* _Aim of the exercise_
Find the word "translate" in the listing; pull out each line holding it.

* _Dataset extract_

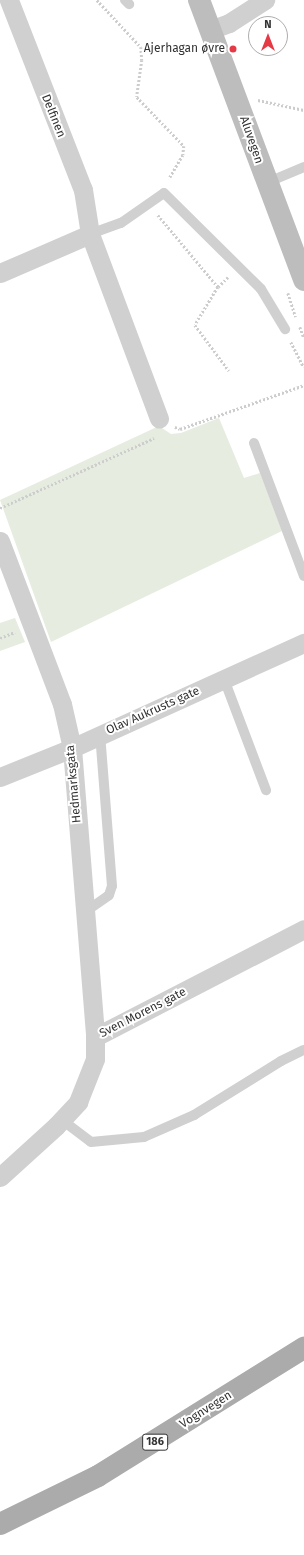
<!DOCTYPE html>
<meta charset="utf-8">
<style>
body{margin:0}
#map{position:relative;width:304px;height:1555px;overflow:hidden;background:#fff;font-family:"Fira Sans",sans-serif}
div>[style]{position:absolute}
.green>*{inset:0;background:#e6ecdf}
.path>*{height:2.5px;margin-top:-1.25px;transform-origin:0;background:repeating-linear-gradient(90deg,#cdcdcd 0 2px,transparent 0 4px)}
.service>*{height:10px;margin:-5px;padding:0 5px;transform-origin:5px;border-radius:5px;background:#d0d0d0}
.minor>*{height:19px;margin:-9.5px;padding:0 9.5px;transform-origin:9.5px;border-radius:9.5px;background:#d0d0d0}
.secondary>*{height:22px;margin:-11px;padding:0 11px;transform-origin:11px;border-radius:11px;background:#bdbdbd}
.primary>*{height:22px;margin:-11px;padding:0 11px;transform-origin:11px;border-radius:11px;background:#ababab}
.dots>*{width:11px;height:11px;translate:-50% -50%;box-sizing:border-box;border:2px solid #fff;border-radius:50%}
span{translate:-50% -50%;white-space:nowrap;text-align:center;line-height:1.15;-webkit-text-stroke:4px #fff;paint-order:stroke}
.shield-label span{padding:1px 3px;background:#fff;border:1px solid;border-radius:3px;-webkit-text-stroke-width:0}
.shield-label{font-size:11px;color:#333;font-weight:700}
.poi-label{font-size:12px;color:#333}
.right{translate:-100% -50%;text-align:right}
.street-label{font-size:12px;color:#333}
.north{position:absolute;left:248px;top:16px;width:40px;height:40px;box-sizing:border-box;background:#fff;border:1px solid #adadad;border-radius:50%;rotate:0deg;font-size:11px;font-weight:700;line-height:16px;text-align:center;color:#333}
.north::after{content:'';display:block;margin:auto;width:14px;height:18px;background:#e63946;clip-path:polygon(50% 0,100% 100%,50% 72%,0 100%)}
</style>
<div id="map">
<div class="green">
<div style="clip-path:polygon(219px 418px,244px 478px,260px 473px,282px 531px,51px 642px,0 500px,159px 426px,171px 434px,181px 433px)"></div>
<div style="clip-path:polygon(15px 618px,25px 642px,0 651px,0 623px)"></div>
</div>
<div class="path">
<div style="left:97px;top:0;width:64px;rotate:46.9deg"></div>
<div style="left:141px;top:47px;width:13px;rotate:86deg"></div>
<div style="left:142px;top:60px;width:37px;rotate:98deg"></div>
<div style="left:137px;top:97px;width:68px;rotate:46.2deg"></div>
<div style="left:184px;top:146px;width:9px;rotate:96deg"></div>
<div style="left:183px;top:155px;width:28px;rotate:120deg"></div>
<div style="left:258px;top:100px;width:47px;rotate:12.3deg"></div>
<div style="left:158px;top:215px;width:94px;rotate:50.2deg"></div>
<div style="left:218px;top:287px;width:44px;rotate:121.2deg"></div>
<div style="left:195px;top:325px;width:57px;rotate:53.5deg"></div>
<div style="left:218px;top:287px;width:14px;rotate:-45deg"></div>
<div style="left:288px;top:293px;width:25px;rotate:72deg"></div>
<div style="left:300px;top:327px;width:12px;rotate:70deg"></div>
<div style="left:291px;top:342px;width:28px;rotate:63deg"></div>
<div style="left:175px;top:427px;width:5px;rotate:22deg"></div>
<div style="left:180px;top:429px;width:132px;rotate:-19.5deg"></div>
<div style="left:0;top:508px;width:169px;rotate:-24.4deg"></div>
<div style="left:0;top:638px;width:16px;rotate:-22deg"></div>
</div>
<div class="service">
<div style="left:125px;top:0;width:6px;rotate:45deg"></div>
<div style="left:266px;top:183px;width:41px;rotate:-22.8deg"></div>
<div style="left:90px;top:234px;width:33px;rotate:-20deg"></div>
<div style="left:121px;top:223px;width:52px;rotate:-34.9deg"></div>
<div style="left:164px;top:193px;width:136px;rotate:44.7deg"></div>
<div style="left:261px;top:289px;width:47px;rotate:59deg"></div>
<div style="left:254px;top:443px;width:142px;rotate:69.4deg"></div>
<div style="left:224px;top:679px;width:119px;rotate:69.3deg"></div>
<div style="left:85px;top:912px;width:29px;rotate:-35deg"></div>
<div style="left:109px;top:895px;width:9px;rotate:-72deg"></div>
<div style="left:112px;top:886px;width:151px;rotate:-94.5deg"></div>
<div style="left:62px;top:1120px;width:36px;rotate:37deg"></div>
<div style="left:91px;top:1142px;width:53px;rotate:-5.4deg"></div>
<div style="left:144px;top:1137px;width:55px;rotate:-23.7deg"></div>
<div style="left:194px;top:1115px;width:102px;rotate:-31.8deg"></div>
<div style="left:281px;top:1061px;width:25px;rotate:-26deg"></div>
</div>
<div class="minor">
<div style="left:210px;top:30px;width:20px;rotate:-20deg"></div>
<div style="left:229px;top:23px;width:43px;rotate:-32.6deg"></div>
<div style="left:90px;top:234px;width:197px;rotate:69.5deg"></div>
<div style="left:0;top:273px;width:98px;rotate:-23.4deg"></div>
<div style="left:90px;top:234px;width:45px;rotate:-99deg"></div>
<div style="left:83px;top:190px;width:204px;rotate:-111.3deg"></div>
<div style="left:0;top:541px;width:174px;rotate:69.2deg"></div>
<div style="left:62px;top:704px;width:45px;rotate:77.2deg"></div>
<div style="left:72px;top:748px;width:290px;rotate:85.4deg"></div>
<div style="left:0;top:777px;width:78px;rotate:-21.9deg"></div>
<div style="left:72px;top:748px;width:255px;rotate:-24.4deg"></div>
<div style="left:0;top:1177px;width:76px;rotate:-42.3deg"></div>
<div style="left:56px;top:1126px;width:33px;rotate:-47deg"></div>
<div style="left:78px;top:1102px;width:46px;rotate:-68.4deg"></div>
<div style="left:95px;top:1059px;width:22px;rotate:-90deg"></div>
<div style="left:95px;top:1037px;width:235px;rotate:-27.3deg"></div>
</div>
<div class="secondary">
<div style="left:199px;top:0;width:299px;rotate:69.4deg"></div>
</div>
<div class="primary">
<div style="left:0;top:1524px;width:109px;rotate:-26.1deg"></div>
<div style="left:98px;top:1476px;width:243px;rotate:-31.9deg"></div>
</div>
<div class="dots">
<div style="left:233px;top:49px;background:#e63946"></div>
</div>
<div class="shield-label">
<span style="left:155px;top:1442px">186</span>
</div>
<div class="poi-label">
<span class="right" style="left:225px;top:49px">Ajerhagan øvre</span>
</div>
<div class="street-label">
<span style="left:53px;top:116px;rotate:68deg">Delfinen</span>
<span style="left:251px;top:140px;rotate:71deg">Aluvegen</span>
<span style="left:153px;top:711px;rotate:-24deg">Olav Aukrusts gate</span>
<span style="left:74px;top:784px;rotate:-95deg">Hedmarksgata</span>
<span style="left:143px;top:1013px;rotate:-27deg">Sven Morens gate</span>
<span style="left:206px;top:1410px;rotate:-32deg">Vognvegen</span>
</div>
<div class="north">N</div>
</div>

* _The answer_
.dots>*{width:11px;height:11px;translate:-50% -50%;box-sizing:border-box;border:2px solid #fff;border-radius:50%}
span{translate:-50% -50%;white-space:nowrap;text-align:center;line-height:1.15;-webkit-text-stroke:4px #fff;paint-order:stroke}
.right{translate:-100% -50%;text-align:right}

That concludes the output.